Sumir washing Ramprashad after a hard day's logging

The next day we met some of the elephants for the first time and carried out a recce of the area for filming spots.  I had never been this close to these animals before and was instantly struck by their majestic grace.  Wary of our presence, you could tell they knew something was up. We also had the pleasure of meeting the elephant contractor.  With his penchant for whiskey and the way the others behaved around him, it was clear he wanted to be perceived as the boss.  During our numerous encounters with him, we would find ourselves having to respect his customs and offers of whiskey, whilst listening to his thoughts on what the world would be like without water?!?  On the subject of water, it had started to rain.  Monsoon season was round the corner and the chances of nicely backlit elephants working in harmony were looking slim.


Our trickiest shot involved directing a procession of twelve elephants walking into the sunset after a hard day’s work, no mean feat in itself.  We only had two days to get the shot, as many of the elephants had come from afar and had to get back to their villages.  It was the Buddhist New Year and all the mahouts wanted to return for the celebrations.  But in true natural history luck, the sun came out on both days and the shot was in the can.  We felt our luck was changing.

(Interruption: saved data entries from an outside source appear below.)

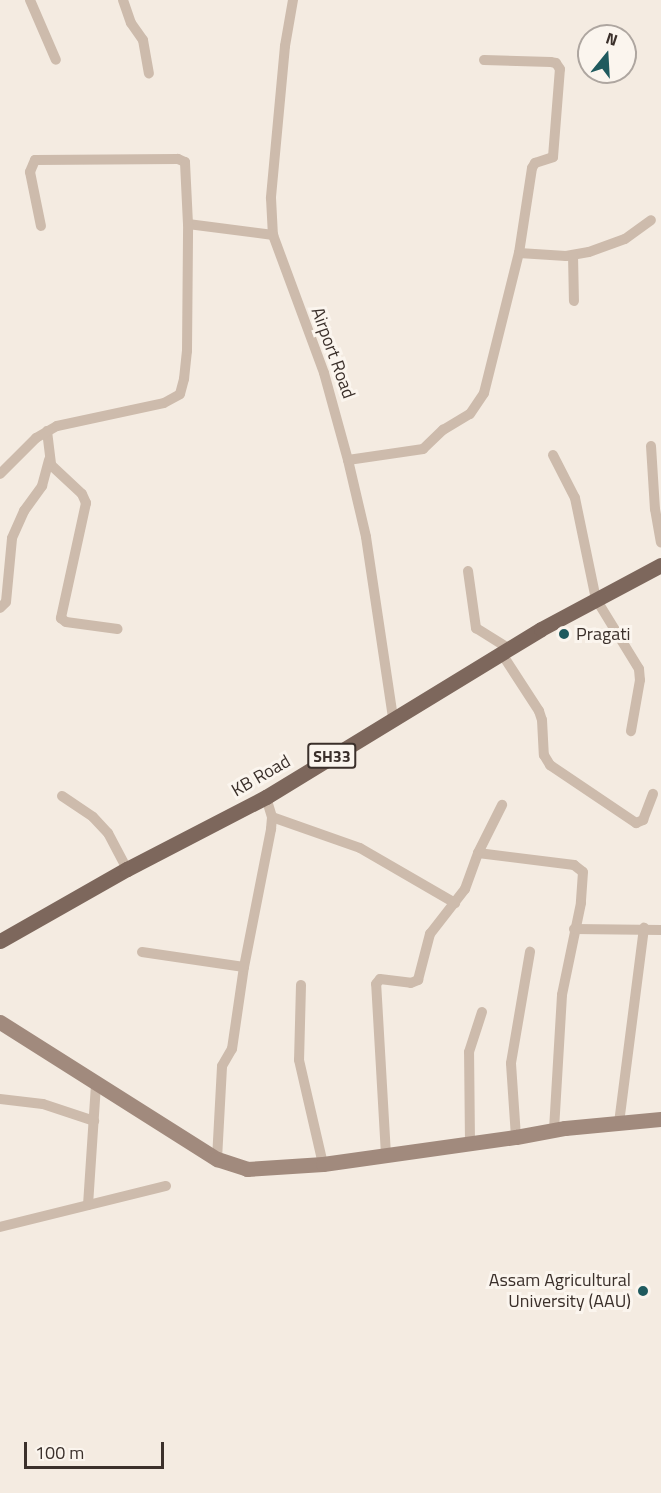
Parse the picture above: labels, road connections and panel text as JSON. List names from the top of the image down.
{
  "streets": {
    "main road": ["SH33", "KB Road"],
    "street": ["Airport Road"]
  },
  "crossings": [
    ["Airport Road", "KB Road"]
  ],
  "places": ["Pragati", "Assam Agricultural University (AAU)"],
  "scale_bar": "100 m",
  "north": "top"
}
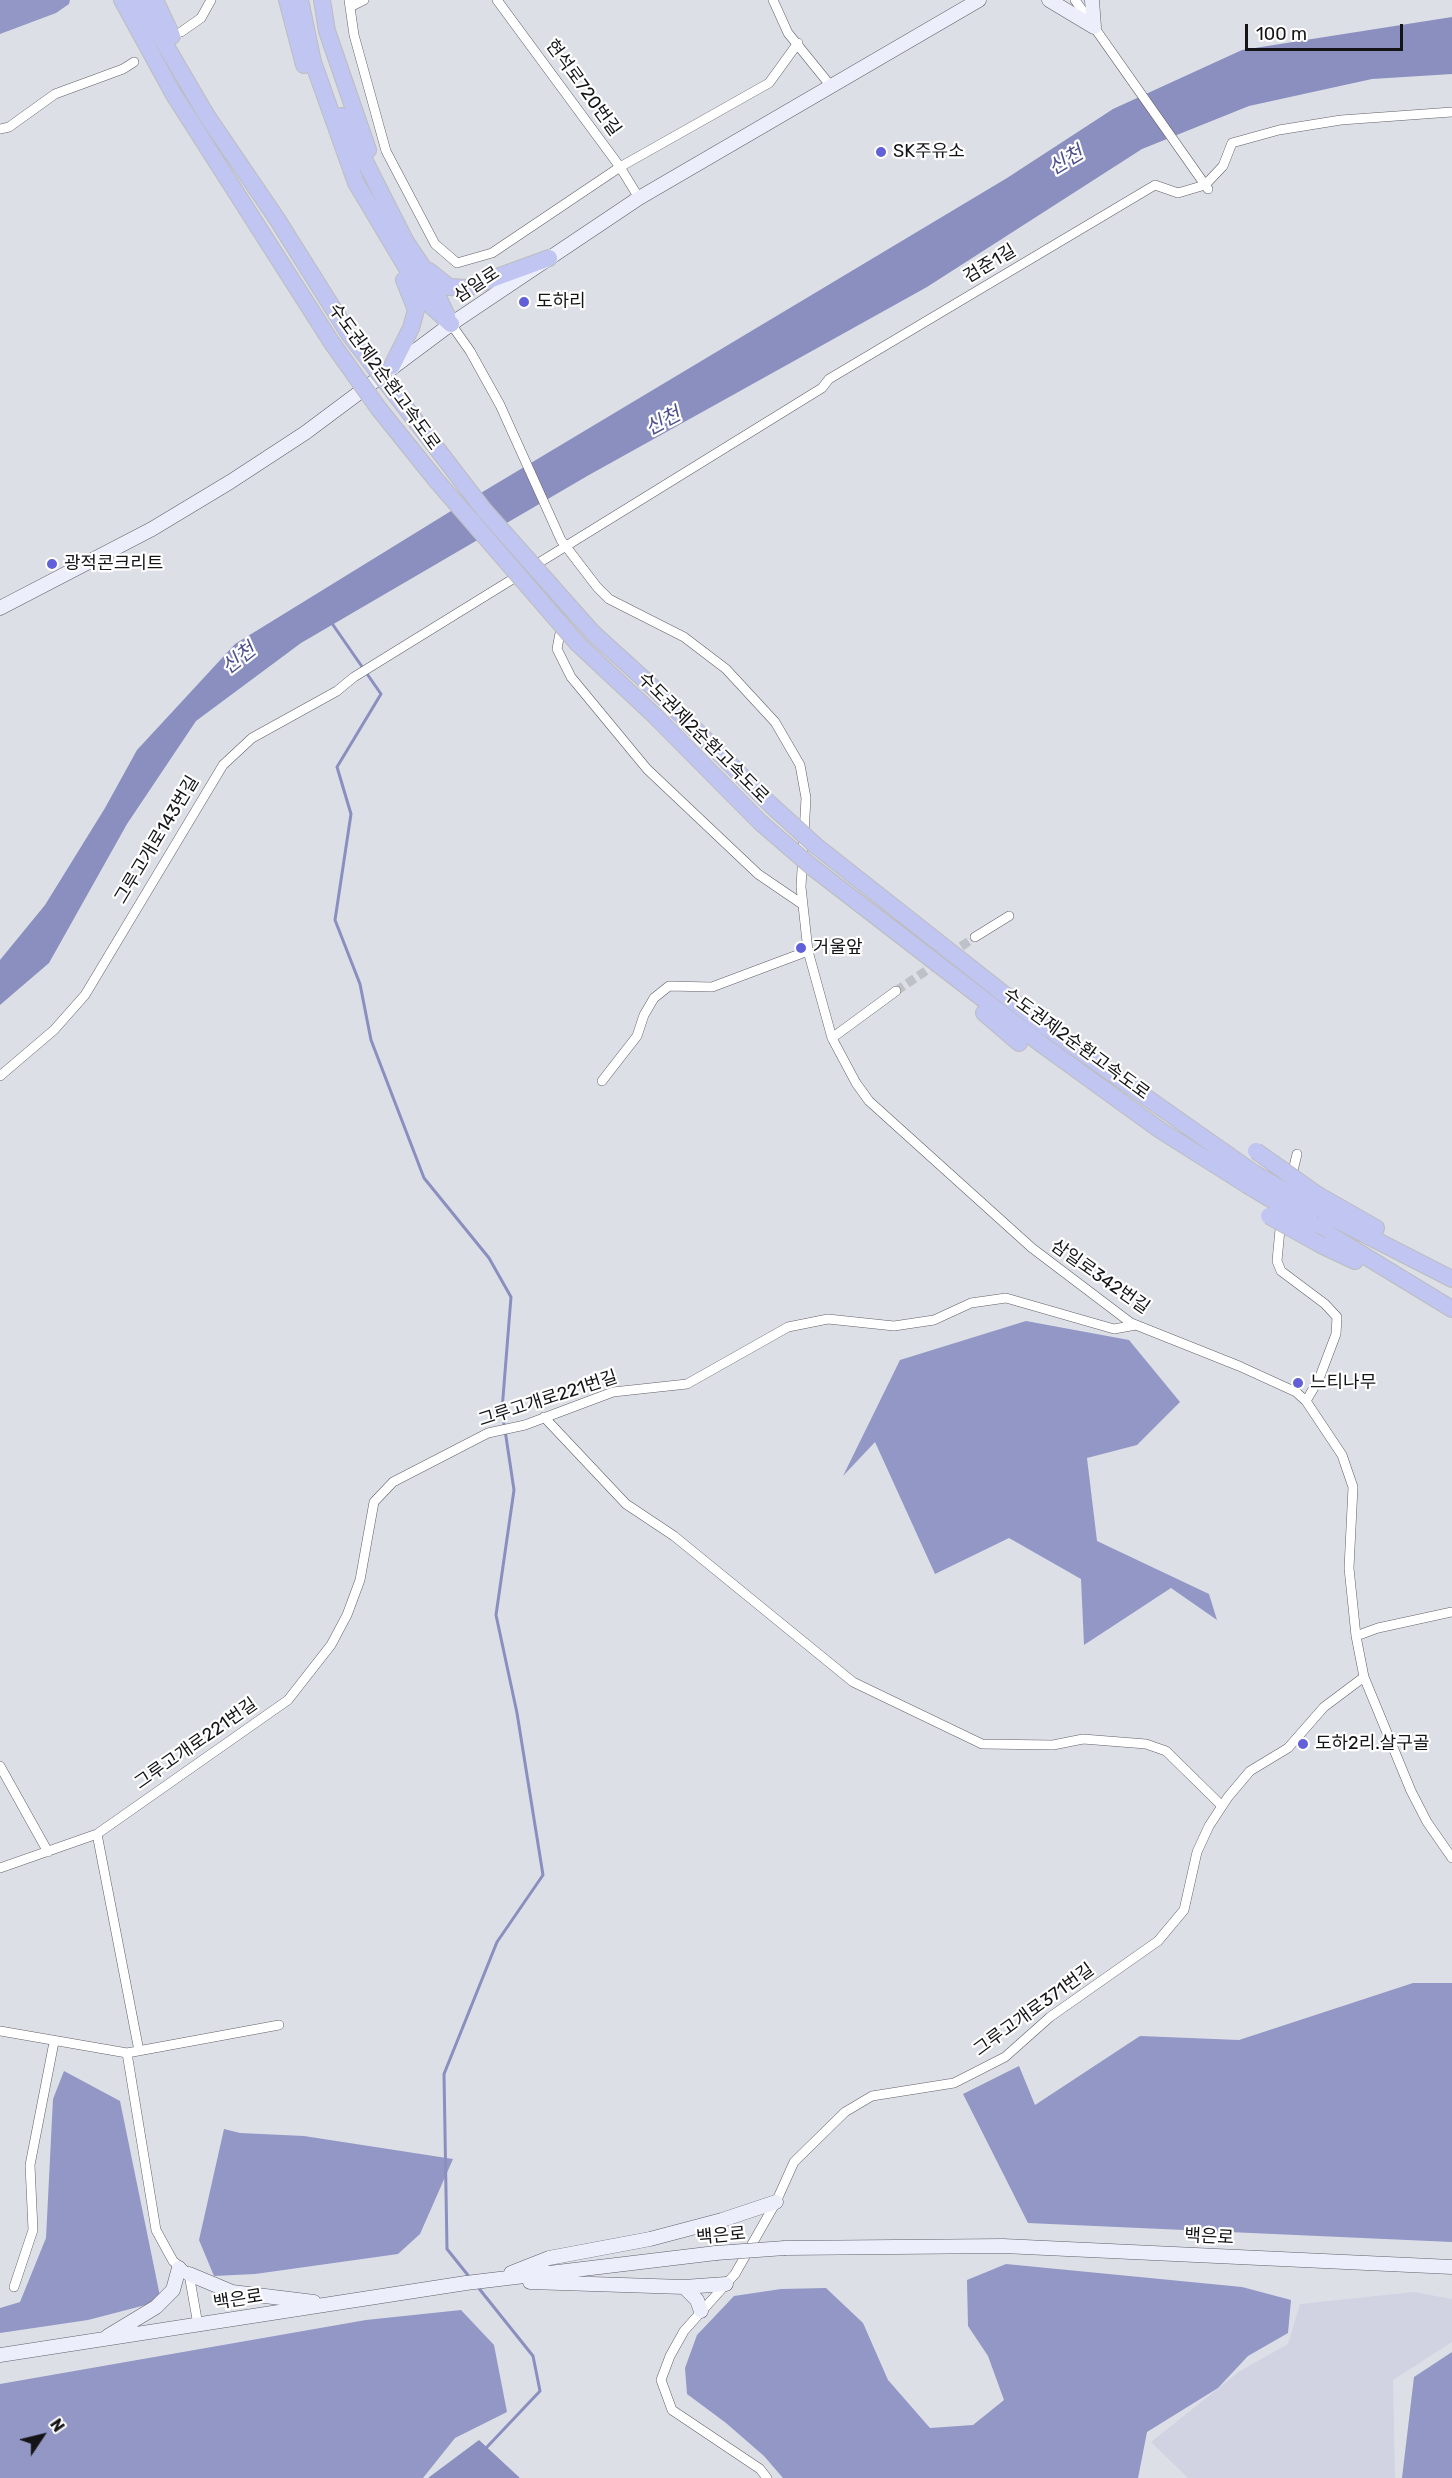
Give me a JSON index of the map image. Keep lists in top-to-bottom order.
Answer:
{
  "streets": {
    "highway": ["수도권제2순환고속도로"],
    "main road": ["삼일로", "백은로"],
    "street": [
      "현석로720번길",
      "검준1길",
      "그루고개로143번길",
      "삼일로342번길",
      "그루고개로221번길",
      "그루고개로371번길"
    ]
  },
  "crossings": [
    ["현석로720번길", "삼일로"],
    ["검준1길", "그루고개로143번길"],
    ["검준1길", "삼일로342번길"],
    ["삼일로", "삼일로342번길"],
    ["그루고개로143번길", "삼일로342번길"],
    ["삼일로342번길", "그루고개로221번길"]
  ],
  "water": ["신천"],
  "places": [
    "SK주유소",
    "도하리",
    "광적콘크리트",
    "거울앞",
    "느티나무",
    "도하2리.살구골"
  ],
  "scale_bar": "100 m",
  "north": "top right"
}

Sumir & Ramprashad (elephant) our protagonists, setting off to work

It was amazing to see how these creatures worked. They can understand up to 65 commands and push heavy logs around as if they were twigs.  Each elephant has its own mahout, a young man who perches atop the elephant and ‘drives’ him. Using commands and pressure with their feet, the mahout can direct, steer and command the elephant at a remarkable pace.  Keeping up with them wasn’t easy and it’s clear that using the elephant is the only way to get the job done.  Ramprashad was our main elephant and he was an impressive size.  Whilst slightly apprehensive of us at first, he soon warmed to us and even let us ride him for a bit.  In fact all the elephants seemed to accept us quite quickly.  At one point I remember standing on a track in a melee of elephants that were trying to push a laden truck up a muddy slope. All I could see was wrinkly skin.  I looked at Robin Cox, our cameraman, (to whom I was tethered).  He was breathing in deeply and arching his back, desperately trying to fit into a gap between the dense jungle face and an elephant’s belly.

Elephants loading up truck at the start of track, to be taken out of the forest

What I found remarkable is the mutual understanding between the mahout and elephant.  The elephant will only work for a few hours and if it doesn’t want to do something it quite simply will not.  The mahout diligently washes and feeds him each day, which strengthens the bond between the two of them.  Each evening the elephant is released into the jungle to roam free. The next day the mahout must look for the animal, which, despite its freedom, won’t have gone far.  The chains go on and the elephant knows it’s back to work, a true example of beast and man working in harmony.  It was a real privilege to see this unique and rare tradition in action.  You’ll get to get to see the reason why we were filming this partnership in 2011. Hopefully we provided a good story for the series!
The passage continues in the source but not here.